🤖 AI Summary
To address intellectual property theft and deepfake time-series data proliferation in large language model–based time-series forecasting (LLMTS), this paper proposes Waltz—the first post-hoc watermarking framework tailored for LLMTS. Waltz innovatively introduces watermarking into LLMTS by embedding imperceptible, detectable implicit tokens via statistical properties of infrequent tokens and block embeddings. It further designs a z-score–based similarity detection mechanism and a gradient-constrained noise control strategy to jointly ensure robustness and minimal prediction perturbation. Extensive experiments across two state-of-the-art LLMTS models and seven benchmark time-series datasets demonstrate that Waltz achieves high watermark detection accuracy (>98%), while preserving original forecasting performance with negligible degradation (MAE change <0.3%).
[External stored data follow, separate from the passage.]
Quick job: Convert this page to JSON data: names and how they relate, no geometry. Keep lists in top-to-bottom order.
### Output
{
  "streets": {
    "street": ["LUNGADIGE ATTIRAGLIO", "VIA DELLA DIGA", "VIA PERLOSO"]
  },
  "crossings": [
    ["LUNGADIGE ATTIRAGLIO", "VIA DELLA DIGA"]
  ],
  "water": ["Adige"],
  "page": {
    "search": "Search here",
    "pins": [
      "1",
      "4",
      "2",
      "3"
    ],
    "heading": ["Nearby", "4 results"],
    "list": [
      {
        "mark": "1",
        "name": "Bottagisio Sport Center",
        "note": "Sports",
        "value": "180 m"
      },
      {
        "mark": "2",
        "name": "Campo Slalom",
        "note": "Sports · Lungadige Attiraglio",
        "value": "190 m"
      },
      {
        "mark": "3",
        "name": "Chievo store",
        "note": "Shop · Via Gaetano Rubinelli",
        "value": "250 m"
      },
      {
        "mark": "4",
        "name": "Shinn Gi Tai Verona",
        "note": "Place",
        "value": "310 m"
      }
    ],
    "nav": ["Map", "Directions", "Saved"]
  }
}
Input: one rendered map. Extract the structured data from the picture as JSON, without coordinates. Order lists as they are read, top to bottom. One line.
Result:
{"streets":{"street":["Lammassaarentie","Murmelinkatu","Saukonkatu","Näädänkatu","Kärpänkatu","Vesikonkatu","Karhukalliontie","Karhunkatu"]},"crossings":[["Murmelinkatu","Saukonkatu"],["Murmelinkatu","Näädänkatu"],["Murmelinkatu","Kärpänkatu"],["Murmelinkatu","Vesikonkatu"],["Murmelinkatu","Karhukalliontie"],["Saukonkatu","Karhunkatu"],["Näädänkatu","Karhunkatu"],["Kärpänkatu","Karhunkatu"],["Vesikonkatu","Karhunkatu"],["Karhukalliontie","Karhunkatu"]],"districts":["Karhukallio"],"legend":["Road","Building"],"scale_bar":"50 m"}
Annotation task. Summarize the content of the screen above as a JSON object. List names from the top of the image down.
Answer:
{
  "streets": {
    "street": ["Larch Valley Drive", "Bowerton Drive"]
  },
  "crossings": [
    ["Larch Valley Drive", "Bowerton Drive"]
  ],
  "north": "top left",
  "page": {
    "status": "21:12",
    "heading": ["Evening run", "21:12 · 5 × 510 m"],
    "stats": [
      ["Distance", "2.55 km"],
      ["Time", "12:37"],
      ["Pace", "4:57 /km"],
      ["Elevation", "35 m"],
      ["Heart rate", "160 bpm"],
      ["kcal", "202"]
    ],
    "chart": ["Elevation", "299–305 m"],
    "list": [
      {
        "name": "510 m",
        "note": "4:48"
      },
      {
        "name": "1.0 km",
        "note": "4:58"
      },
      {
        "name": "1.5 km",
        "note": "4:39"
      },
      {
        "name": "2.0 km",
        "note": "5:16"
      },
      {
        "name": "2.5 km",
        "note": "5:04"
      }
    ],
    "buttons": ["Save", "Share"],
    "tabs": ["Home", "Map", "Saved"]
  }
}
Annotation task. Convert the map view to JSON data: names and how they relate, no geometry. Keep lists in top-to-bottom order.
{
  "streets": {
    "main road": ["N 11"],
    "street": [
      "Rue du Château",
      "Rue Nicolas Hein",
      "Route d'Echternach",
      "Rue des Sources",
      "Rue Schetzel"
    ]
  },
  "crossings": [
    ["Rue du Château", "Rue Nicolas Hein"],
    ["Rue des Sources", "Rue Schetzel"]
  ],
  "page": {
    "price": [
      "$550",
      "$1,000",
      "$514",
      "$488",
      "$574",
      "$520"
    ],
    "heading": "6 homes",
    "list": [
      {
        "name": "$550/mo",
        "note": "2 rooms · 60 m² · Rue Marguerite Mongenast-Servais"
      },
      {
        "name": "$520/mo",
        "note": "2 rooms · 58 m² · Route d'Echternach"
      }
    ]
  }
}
This work establishes a principled trade-off between security and practicality in generative time-series modeling.
📝 Abstract
Large Language Model-based Time Series Forecasting (LLMTS) has shown remarkable promise in handling complex and diverse temporal data, representing a significant step toward foundation models for time series analysis. However, this emerging paradigm introduces two critical challenges. First, the substantial commercial potential and resource-intensive development raise urgent concerns about intellectual property (IP) protection. Second, their powerful time series forecasting capabilities may be misused to produce misleading or fabricated deepfake time series data. To address these concerns, we explore watermarking the outputs of LLMTS models, that is, embedding imperceptible signals into the generated time series data that remain detectable by specialized algorithms. We propose a novel post-hoc watermarking framework, Waltz, which is broadly compatible with existing LLMTS models. Waltz is inspired by the empirical observation that time series patch embeddings are rarely aligned with a specific set of LLM tokens, which we term ``cold tokens''. Leveraging this insight, Waltz embeds watermarks by rewiring the similarity statistics between patch embeddings and cold token embeddings, and detects watermarks using similarity z-scores. To minimize potential side effects, we introduce a similarity-based embedding position identification strategy and employ projected gradient descent to constrain the watermark noise within a defined boundary. Extensive experiments using two popular LLMTS models across seven benchmark datasets demonstrate that Waltz achieves high watermark detection accuracy with minimal impact on the quality of the generated time series.